This article shows a simple way to give applications with multi-tenant architectures the ability to add custom fields while keeping the performance, type safety and reporting capabilities of the relational model and SQL language.
SaaS Takes Over the ASP Model
In the late 90’s application service providers started leveraging the availability of abundant bandwidth and the popularity of the web to deliver applications in an ASP model. Essentially the application would be hosted on a shared server and managed by the ASP. While this was a step in the right direction, there were still significant challenges with this approach. These models evolved into what is now knows as Software as a Service or SaaS. SaaS architectures introduced multi-tenancy which allowed pools of high powered resources to be shared in a different way. Rather than customers having their own web server and database, a shared infrastructure served dozens or sometimes thousands of customers.
The Customization Requirement
Businesses generally need some level of customization for all their software. The most common need is to store information that is specific to that business, but may not be something every single customer needs to have. For instance, we are a Salesforce.com customer. For all our leads, we track the download date so when know when a lead has downloaded a trial of our self-service reporting platform for evaluation purposes. Since most Salesforce.com customers do not have downloadable trials, it would not make sense for them add this just for us. If you did that in a multi-tenant environment, you’d quickly end up with a data architecture that is unwieldy from a maintenance perspective.

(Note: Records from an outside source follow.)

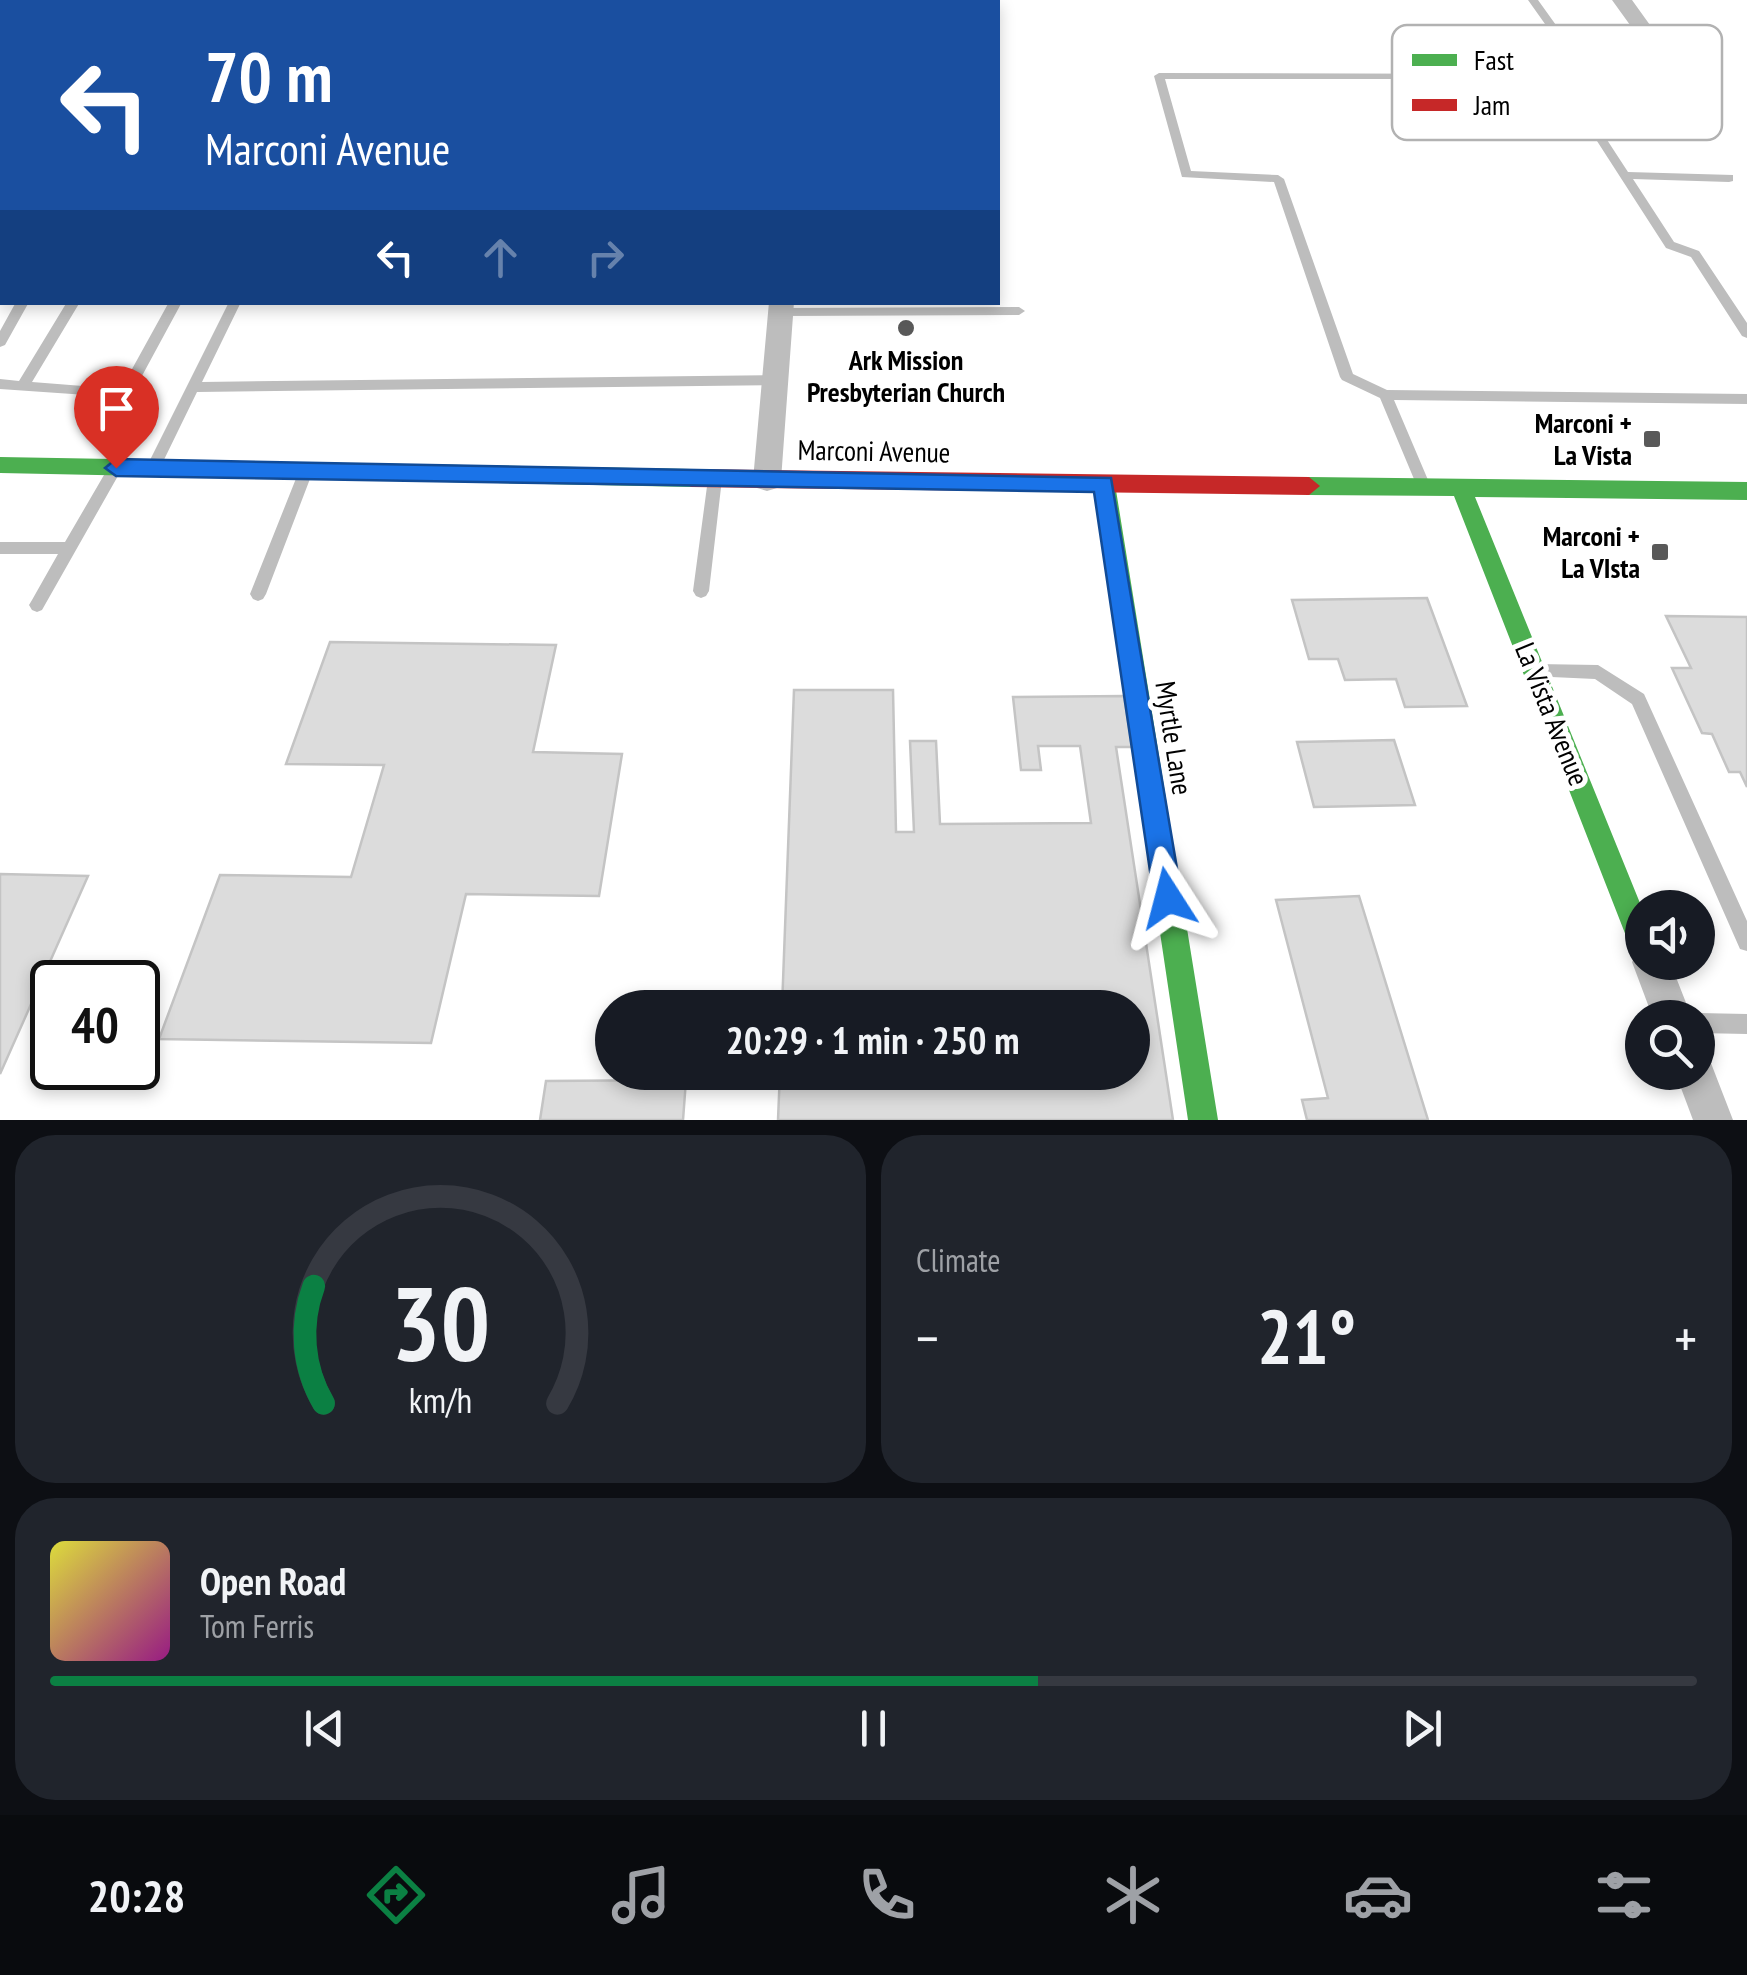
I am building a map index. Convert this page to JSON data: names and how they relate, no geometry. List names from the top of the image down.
{
  "streets": {
    "main road": ["Marconi Avenue", "La Vista Avenue", "Myrtle Lane"]
  },
  "crossings": [
    ["Marconi Avenue", "La Vista Avenue"],
    ["Marconi Avenue", "Myrtle Lane"]
  ],
  "places": {
    "other": ["Ark Mission Presbyterian Church"],
    "transit": ["Marconi + La Vista", "Marconi + La VIsta"]
  },
  "legend": ["Fast", "Jam"],
  "page": {
    "turn": ["70 m", "Marconi Avenue"],
    "limit": "40",
    "trip": "20:29 · 1 min · 250 m",
    "tile": "Climate",
    "heat": ["−", "21°", "+"],
    "song": ["Open Road", "Tom Ferris"],
    "tabs": "20:28",
    "gauge": ["30", "km/h"]
  }
}
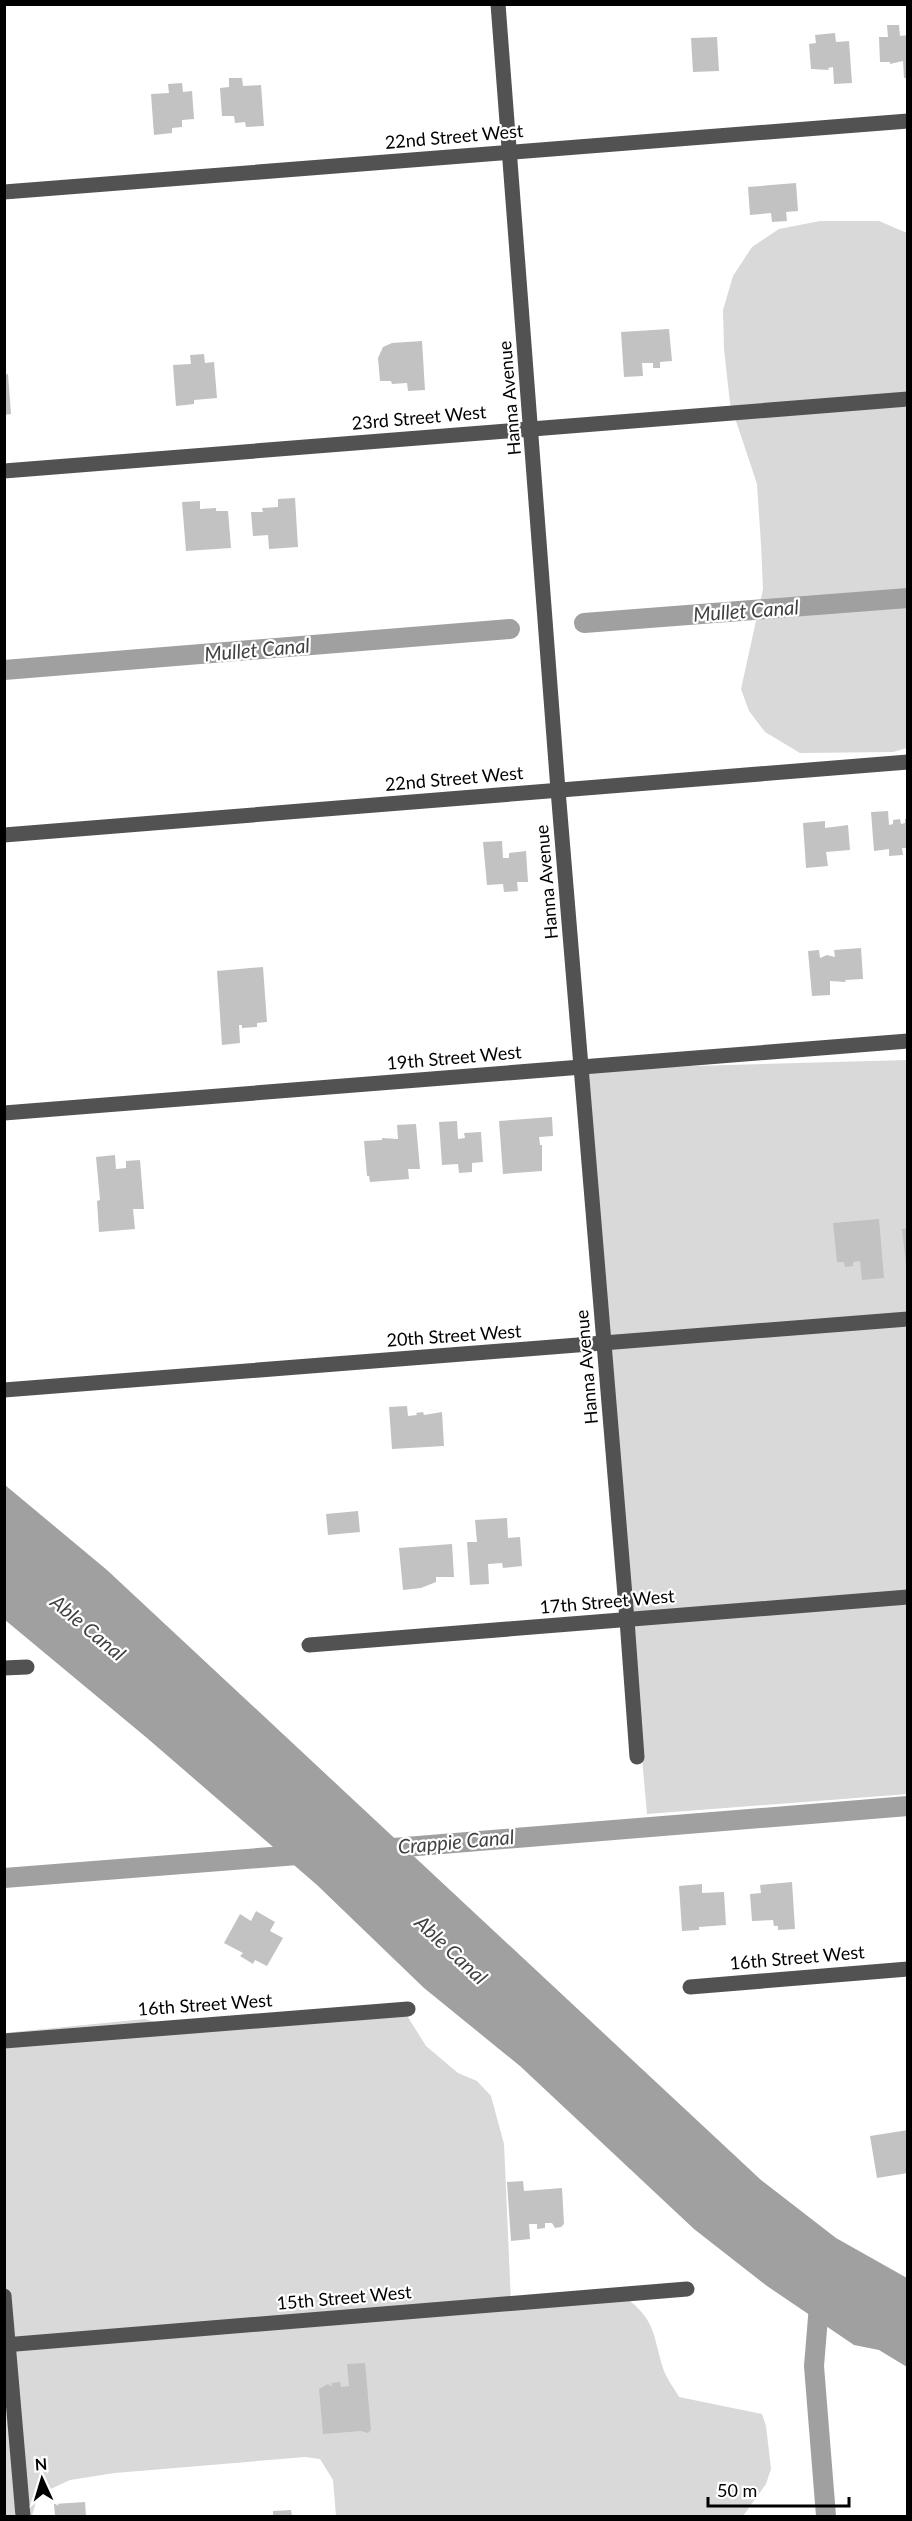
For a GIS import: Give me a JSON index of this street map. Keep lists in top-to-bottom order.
{
  "streets": {
    "street": [
      "22nd Street West",
      "Hanna Avenue",
      "23rd Street West",
      "19th Street West",
      "20th Street West",
      "17th Street West",
      "16th Street West",
      "15th Street West"
    ]
  },
  "crossings": [
    ["22nd Street West", "Hanna Avenue"],
    ["Hanna Avenue", "23rd Street West"],
    ["Hanna Avenue", "19th Street West"],
    ["Hanna Avenue", "20th Street West"],
    ["Hanna Avenue", "17th Street West"]
  ],
  "water": ["Mullet Canal", "Able Canal", "Crappie Canal"],
  "scale_bar": "50 m",
  "north": "top"
}
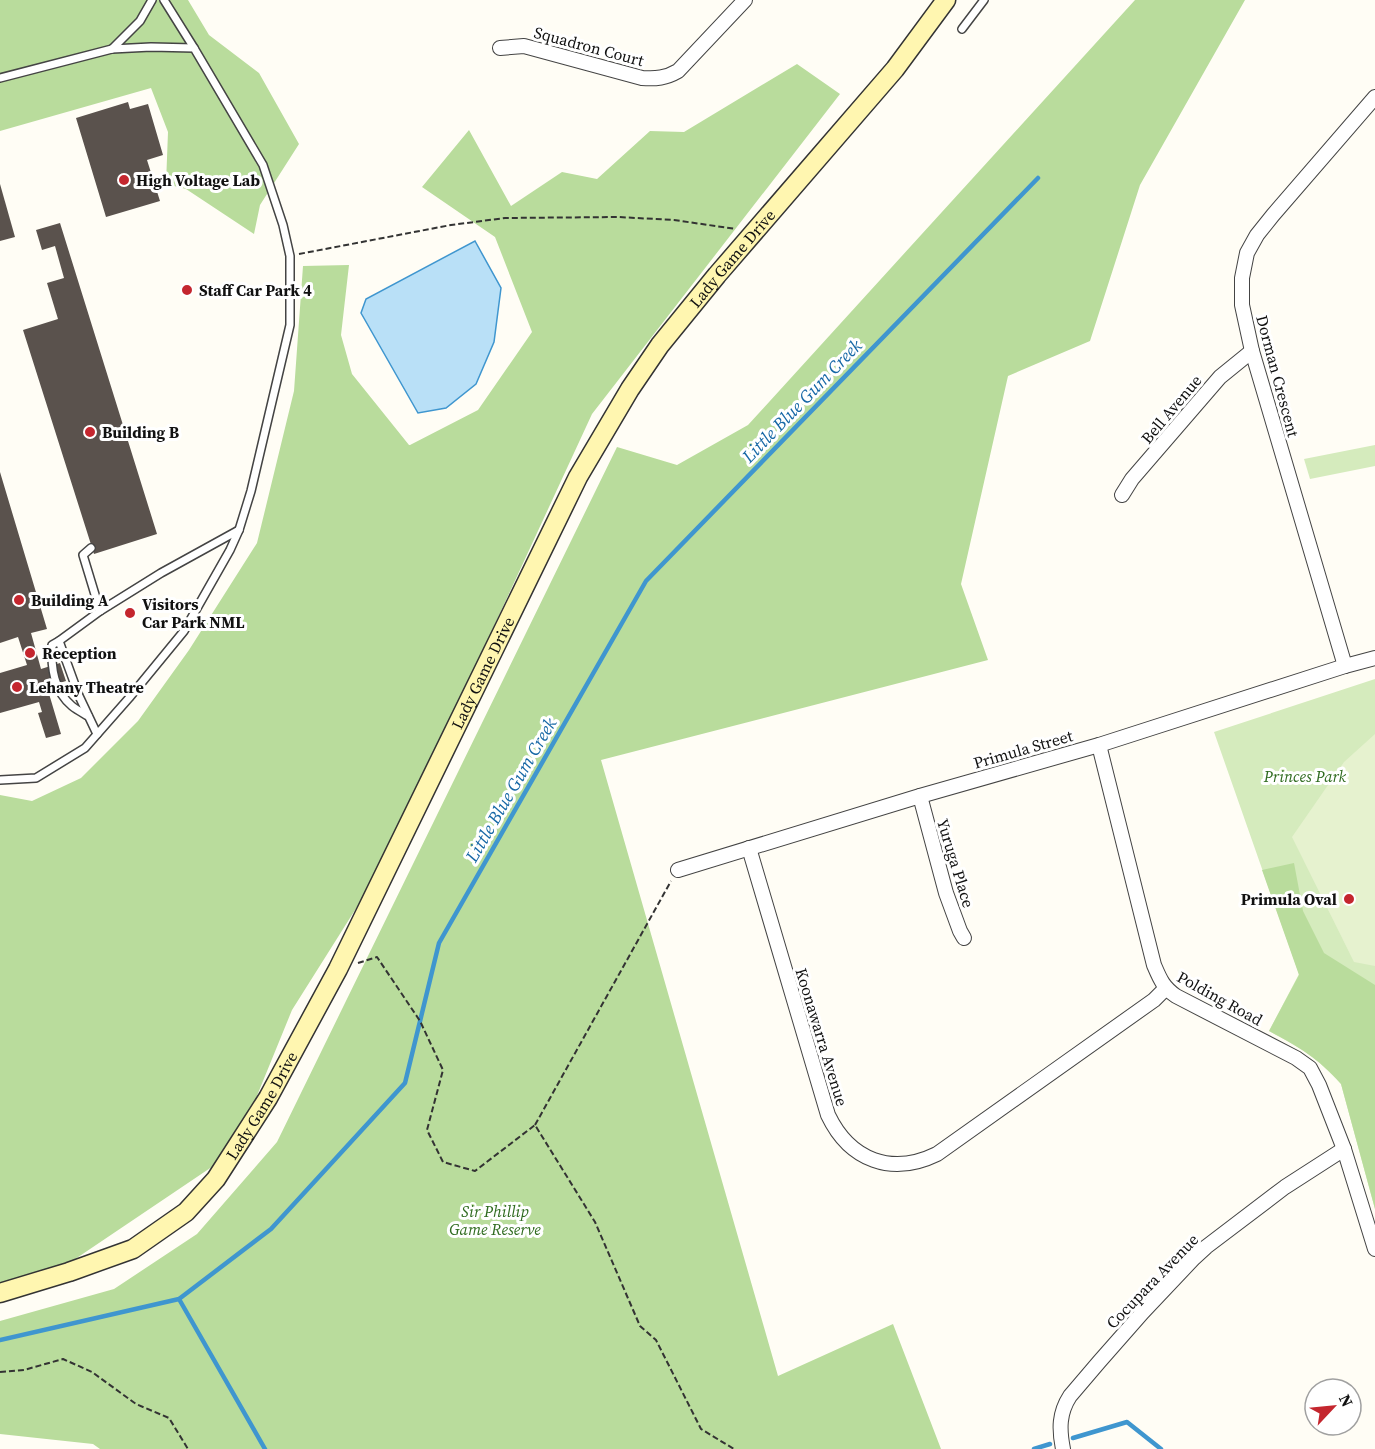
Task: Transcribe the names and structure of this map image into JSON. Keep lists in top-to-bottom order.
{
  "streets": {
    "main road": ["Lady Game Drive"],
    "street": [
      "Squadron Court",
      "Dorman Crescent",
      "Bell Avenue",
      "Primula Street",
      "Yuruga Place",
      "Polding Road",
      "Koonawarra Avenue",
      "Cocupara Avenue"
    ]
  },
  "crossings": [
    ["Dorman Crescent", "Bell Avenue"],
    ["Dorman Crescent", "Primula Street"],
    ["Primula Street", "Yuruga Place"],
    ["Primula Street", "Polding Road"],
    ["Primula Street", "Koonawarra Avenue"],
    ["Polding Road", "Koonawarra Avenue"],
    ["Polding Road", "Cocupara Avenue"]
  ],
  "water": ["Little Blue Gum Creek"],
  "parks": ["Princes Park", "Sir Phillip Game Reserve"],
  "places": [
    "High Voltage Lab",
    "Staff Car Park 4",
    "Building B",
    "Building A",
    "Visitors Car Park NML",
    "Reception",
    "Lehany Theatre",
    "Primula Oval"
  ],
  "north": "top right"
}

Instead, Salesforce lets us add custom fields that are relevant to us. They’ve done a great job of engineering the system so the custom fields work pretty much like a stock field that the system ships with. If you are working on a SaaS application, you will likely run into the same scenario.
Inevitably, customers needed the ability to extend the applications. Since there was a shared code base and schema, vendors needed to find a way to deliver this functionality without changing the database schema which was shared across all customers. Two main approaches became popular.
Two Popular Methods
|Entity Attribute Value(EAV)||This method uses name-value pairs||Single universal schema across all tenants.||Eliminates all advantages of using a relational database.
Special Code must be written to access the data.
Significant performance and scalability problems with large data sets or objects with a large number of fields.
Reporting becomes nearly impossible
|Custom Joined Table||This method adds a secondary table per tenant and which will be joined.||Relatively high performance
Retains the benefits of SQL technology
|Does not scale to a large number of tenants.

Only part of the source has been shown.